Face aux inégalités persistantes entre les femmes et les hommes, la transparence salariale devient un levier incontournable du dialogue social. Pour aider les représentant·es du personnel à s’y préparer, Syndex publie le mémo Transparence salariale, un guide clair et opérationnel pour décrypter les évolutions à venir.
Adoptée par l’Union européenne en 2023, la directive sur la transparence salariale impose un changement de paradigme :
- rendre visibles les écarts de rémunération
- objectiver les pratiques
- renforcer les droits des salarié·es
Mais attention : elle se concentre sur les écarts de rémunération et ne règle pas à elle seule toutes les dimensions de l’égalité professionnelle.
Le mémo identifie quatre grands piliers, qui structurent les obligations à venir et les leviers d’action pour les IRP :
- Rémunération égale à travail de valeur égale
La direction devra objectiver les critères de rémunération, en lien avec les représentant.es du personnel.
- Un enjeu central pour garantir des critères non discriminatoires et transparents.
2. Renforcement des droits à l'information
Les salarié.es pourront accéder à des informations sur les rémunérations moyennes de leur catégorie.
- Un droit nouveau, que les IRP devront accompagner et faire vivre.

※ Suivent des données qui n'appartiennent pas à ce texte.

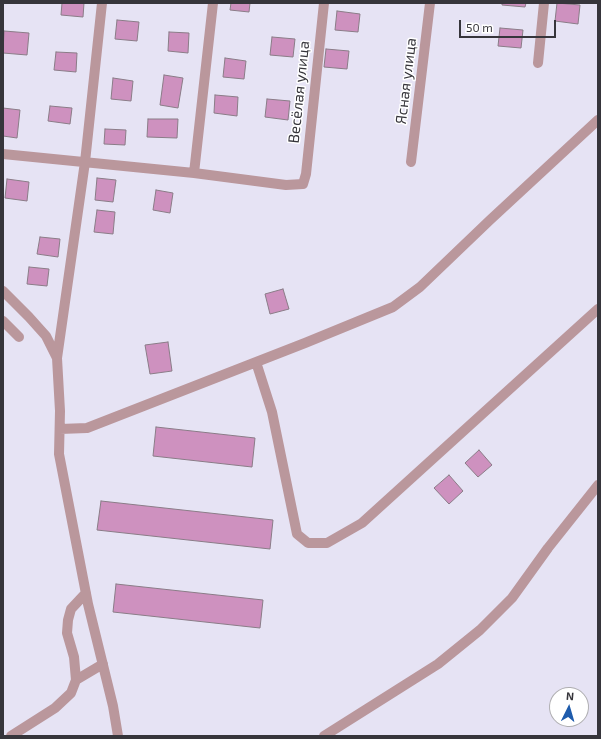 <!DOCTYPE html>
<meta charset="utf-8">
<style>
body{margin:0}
#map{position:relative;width:601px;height:739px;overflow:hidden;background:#e6e3f4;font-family:"Exo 2",sans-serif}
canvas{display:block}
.frame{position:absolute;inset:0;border:4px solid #36353b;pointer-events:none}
.north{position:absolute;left:549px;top:687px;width:40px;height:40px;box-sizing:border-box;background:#fff;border:1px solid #afaeb1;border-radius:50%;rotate:5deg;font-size:11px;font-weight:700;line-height:16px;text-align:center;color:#36353b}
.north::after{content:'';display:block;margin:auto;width:14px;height:18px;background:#1e5bac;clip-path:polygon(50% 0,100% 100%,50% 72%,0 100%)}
.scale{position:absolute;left:459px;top:20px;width:97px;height:18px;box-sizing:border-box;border:2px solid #36353b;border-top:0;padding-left:5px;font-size:12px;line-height:14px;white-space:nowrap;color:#36353b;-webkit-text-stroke:3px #fff;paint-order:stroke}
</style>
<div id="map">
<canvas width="601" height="739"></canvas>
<div class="frame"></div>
<div class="north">N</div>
<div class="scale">50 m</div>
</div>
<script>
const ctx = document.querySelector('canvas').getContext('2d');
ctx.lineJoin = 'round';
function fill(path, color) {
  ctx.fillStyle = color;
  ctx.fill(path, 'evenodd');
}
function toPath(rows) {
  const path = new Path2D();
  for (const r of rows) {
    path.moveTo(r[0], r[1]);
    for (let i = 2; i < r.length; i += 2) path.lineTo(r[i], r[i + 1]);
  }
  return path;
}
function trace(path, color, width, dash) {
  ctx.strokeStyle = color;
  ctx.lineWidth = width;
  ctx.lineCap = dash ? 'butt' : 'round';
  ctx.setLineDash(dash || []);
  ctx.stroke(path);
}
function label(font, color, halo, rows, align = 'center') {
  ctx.font = font + ' "Exo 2",sans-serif';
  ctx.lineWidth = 3;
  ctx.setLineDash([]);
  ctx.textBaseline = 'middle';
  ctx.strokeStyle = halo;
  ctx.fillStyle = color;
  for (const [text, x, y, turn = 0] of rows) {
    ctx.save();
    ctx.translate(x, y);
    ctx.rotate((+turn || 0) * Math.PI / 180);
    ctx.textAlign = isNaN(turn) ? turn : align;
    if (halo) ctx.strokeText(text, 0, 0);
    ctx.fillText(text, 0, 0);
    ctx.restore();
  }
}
const building = toPath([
 [62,3,84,3,83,17,61,15,62,3],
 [231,3,250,3,249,12,230,10,231,3],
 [502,3,526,3,525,7,502,5,502,3],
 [557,3,580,5,578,24,555,21,557,3],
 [337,11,360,14,358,32,335,30,337,11],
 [117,20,139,22,137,41,115,39,117,20],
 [500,28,523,30,521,48,498,46,500,28],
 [4,31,29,33,27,55,3,53,4,31],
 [169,32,189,33,188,53,168,51,169,32],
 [272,37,295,39,293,57,270,55,272,37],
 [326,49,349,51,347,69,324,67,326,49],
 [56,52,77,53,76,72,54,70,56,52],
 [225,58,246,61,244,79,223,77,225,58],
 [164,75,183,78,178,108,160,105,164,75],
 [113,78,133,81,131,101,111,99,113,78],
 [215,95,238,97,237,116,214,113,215,95],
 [267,99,290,101,288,120,265,117,267,99],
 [50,106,72,108,70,124,48,121,50,106],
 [3,108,20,110,17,138,3,136,3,108],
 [148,119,178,119,177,138,147,137,148,119],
 [105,129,126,130,125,145,104,144,105,129],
 [97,178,116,180,113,202,95,200,97,178],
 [7,179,29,182,27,201,5,198,7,179],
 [156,190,173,193,170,213,153,210,156,190],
 [97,210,115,212,113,234,94,232,97,210],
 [40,237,60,239,58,257,37,254,40,237],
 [29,267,49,269,47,286,27,284,29,267],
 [283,289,289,309,270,314,265,294,283,289],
 [168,342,172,371,150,374,145,345,168,342],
 [156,427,255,438,252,467,153,456,156,427],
 [479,450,492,465,478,477,465,463,479,450],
 [449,475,463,491,449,504,434,488,449,475],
 [101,501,273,520,270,549,97,530,101,501],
 [116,584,263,600,260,628,113,612,116,584]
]);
fill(building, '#ce91bf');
trace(building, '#8a7c87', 1);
trace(toPath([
 [538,63,544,3],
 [3,154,194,173,286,185,303,184,306,174,324,3],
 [411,162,430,3],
 [194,173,213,3],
 [3,291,29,317,46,336,57,358,60,411,59,454,88,604,113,706,118,736],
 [3,321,19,337],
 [57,358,85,162,102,3],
 [256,362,272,412,297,534,308,543,327,543,362,523,598,309],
 [60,429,87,428,305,343,393,307,420,287,490,220,598,120],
 [76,680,103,664],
 [11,736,55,708,71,693,76,680,74,657,67,633,68,620,71,609,86,593],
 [324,736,438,664,480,630,512,598,548,548,598,485]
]), '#ba979c', 10);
label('15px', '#36353b', '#fff', [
 ["Ясная улица",406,81,-83],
 ["Весёлая улица",299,92,-84]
]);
</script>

3. Obligation de mesurer et corriger les écarts
A partir de certains seuils, les écarts devront être analysés et corrigés, avec des mesures négociées.
- Une véritable obligation de résultats, et no plus seulement de moyens.
4. Accès facilité aux recours
La directive prévoit un accès simplifié au juge et des sanctions renforcées.
- Un cadre plus protecteur pour les salarié.es
Pour mesurer les écarts, la directive introduit 7 indicateurs clés, dont :
- les écarts de rémunération moyens et médians femmes/hommes
- les écarts liés aux composantes variables
- la répartition des salarié·es par quartile
- la proportion d’accès aux bonus et compléments
Une base structurée pour alimenter le dialogue social et objectiver les écarts.
La transposition en droit français est en cours, avec un calendrier différencié selon la taille des entreprises :
- déploiement plus rapide pour les grandes entreprises
- délais plus longs pour les structures de taille intermédiaire
Un point de vigilance : plusieurs modalités restent à préciser par décret
La directive conforte les IRP comme acteurs centraux :
- négociation des critères de rémunération
- analyse des écarts et accès aux méthodes
- accompagnement des salarié·es dans leurs droits
- participation à la définition des mesures correctives
Une montée en puissance du rôle stratégique des CSE et des élu.es.
Le mémo propose des premières pistes d’action :
- Interroger la direction sur son niveau de préparation
- analyser finement la situation femmes/hommes
- se former aux enjeux de l’égalité professionnelle
- anticiper les futures négociations
Informer les salarié.es sur leurs nouveaux droits.
Face à la complexité des données et des obligations, Syndex propose un accompagnement dédié :
- analyse des indicateurs (BDESE, index égalité…)
- expertise sur la politique sociale
- appui à la négociation
- formation des élu·es
L'objectif : outiller les représentant.es pour passer de la lecture des écarts... à l'action concrète.
La transparence salariale n’est plus une option : c’est un levier structurant pour faire évoluer les pratiques, renforcer l’égalité et enrichir le dialogue social. Avec ce mémo, Syndex propose un outil clair pour comprendre, anticiper et agir.